Your objective:
The answer should consist of each line from the data below that includes "オリーブハイツ".
# # # # # # #
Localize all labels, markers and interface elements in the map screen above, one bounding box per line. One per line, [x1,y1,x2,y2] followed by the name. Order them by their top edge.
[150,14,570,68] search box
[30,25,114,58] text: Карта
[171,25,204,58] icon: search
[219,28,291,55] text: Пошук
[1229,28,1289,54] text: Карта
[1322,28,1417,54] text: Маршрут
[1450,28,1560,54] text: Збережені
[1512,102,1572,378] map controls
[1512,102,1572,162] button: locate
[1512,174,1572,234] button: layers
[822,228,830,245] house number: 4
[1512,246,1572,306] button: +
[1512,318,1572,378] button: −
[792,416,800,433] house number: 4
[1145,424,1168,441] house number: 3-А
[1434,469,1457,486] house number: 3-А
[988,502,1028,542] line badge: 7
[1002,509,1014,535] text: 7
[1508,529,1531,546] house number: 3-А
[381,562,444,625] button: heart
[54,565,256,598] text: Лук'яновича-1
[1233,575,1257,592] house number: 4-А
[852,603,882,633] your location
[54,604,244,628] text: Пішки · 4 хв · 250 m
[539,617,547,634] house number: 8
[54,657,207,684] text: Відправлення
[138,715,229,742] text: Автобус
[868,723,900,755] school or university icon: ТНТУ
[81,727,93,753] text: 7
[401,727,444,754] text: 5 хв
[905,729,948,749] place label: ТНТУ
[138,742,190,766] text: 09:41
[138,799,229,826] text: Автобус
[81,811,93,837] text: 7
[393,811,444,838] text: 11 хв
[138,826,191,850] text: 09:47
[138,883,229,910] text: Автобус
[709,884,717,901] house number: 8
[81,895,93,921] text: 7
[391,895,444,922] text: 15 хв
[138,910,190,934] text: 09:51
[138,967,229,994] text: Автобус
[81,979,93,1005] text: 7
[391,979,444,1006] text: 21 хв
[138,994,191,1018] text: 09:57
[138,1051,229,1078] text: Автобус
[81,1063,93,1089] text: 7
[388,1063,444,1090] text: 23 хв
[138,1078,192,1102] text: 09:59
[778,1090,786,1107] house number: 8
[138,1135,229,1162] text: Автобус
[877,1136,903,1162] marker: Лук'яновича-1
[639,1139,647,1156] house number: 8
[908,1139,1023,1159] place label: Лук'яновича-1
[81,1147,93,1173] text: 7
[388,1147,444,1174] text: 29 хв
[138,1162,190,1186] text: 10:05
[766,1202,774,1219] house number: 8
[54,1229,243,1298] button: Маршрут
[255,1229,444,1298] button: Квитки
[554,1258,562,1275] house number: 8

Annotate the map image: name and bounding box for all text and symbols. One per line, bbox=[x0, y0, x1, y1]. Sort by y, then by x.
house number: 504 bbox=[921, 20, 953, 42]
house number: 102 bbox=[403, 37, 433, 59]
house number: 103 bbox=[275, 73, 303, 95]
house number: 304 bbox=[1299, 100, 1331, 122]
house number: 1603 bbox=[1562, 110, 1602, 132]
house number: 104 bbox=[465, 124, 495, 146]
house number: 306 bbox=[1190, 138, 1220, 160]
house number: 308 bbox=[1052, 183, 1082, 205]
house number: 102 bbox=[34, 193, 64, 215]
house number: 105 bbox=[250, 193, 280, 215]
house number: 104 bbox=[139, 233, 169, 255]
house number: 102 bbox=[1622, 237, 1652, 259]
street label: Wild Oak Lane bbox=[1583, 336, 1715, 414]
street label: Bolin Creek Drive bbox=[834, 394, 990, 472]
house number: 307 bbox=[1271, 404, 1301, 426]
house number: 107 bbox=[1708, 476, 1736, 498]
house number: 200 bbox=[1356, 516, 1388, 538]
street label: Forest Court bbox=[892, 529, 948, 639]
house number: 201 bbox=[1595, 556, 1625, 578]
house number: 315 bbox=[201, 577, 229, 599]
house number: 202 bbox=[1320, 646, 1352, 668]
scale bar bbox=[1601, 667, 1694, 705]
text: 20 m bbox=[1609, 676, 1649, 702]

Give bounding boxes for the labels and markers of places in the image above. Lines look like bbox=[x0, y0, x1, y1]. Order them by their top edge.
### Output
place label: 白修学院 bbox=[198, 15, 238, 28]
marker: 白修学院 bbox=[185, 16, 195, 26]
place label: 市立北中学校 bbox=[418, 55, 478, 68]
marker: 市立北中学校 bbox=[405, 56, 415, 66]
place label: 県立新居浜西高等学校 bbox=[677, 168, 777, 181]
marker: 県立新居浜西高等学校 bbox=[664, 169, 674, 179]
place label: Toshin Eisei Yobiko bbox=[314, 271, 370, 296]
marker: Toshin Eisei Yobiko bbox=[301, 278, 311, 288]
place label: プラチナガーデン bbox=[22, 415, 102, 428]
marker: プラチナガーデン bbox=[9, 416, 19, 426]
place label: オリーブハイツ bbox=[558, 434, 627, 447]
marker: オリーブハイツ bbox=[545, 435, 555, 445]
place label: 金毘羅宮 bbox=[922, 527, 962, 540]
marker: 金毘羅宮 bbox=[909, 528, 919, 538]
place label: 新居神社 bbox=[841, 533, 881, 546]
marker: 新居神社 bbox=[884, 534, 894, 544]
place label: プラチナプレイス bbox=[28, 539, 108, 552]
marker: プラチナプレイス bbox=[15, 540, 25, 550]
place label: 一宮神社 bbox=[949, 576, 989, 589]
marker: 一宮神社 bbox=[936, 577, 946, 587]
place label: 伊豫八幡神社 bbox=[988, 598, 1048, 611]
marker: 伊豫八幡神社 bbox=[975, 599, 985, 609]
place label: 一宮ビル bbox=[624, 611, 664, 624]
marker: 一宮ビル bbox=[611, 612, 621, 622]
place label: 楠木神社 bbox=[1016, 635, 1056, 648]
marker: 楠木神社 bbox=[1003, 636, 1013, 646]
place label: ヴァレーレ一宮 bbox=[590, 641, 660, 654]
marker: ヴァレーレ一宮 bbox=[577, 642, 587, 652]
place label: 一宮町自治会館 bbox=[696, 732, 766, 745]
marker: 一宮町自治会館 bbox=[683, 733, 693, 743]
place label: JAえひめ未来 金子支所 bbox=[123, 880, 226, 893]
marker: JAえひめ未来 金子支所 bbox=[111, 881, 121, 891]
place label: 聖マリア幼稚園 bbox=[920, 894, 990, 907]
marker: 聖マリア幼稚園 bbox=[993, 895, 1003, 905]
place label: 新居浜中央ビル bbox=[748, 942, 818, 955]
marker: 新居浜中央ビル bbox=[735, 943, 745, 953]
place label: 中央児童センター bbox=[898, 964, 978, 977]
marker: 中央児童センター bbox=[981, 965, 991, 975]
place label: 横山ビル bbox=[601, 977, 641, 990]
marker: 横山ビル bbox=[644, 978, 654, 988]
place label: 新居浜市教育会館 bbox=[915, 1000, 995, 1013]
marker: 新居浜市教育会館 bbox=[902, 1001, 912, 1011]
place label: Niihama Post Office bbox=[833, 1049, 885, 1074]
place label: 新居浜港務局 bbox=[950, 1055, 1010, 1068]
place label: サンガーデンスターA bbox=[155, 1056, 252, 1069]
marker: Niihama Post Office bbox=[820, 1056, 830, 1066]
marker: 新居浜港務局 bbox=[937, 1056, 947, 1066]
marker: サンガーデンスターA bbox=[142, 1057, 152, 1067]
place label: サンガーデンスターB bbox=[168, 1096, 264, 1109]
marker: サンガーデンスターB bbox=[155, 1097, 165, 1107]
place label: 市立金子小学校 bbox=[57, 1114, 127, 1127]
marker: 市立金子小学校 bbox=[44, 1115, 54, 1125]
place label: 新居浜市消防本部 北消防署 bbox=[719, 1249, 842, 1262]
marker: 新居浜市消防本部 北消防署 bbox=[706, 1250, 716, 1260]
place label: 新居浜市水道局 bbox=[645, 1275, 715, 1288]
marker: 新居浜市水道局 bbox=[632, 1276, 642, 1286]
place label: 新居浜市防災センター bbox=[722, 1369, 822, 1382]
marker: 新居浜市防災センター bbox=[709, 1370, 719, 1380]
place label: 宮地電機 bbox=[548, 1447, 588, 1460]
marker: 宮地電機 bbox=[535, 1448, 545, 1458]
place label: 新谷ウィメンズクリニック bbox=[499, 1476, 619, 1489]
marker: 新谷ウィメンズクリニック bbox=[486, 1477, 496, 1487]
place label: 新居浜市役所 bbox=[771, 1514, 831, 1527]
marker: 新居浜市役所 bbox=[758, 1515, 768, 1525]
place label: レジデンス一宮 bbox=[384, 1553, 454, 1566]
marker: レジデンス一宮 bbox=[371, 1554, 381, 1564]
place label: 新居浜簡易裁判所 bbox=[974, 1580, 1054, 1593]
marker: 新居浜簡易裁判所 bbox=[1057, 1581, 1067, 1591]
# # # # # # #
Answer space:
place label: オリーブハイツ bbox=[558, 434, 627, 447]
marker: オリーブハイツ bbox=[545, 435, 555, 445]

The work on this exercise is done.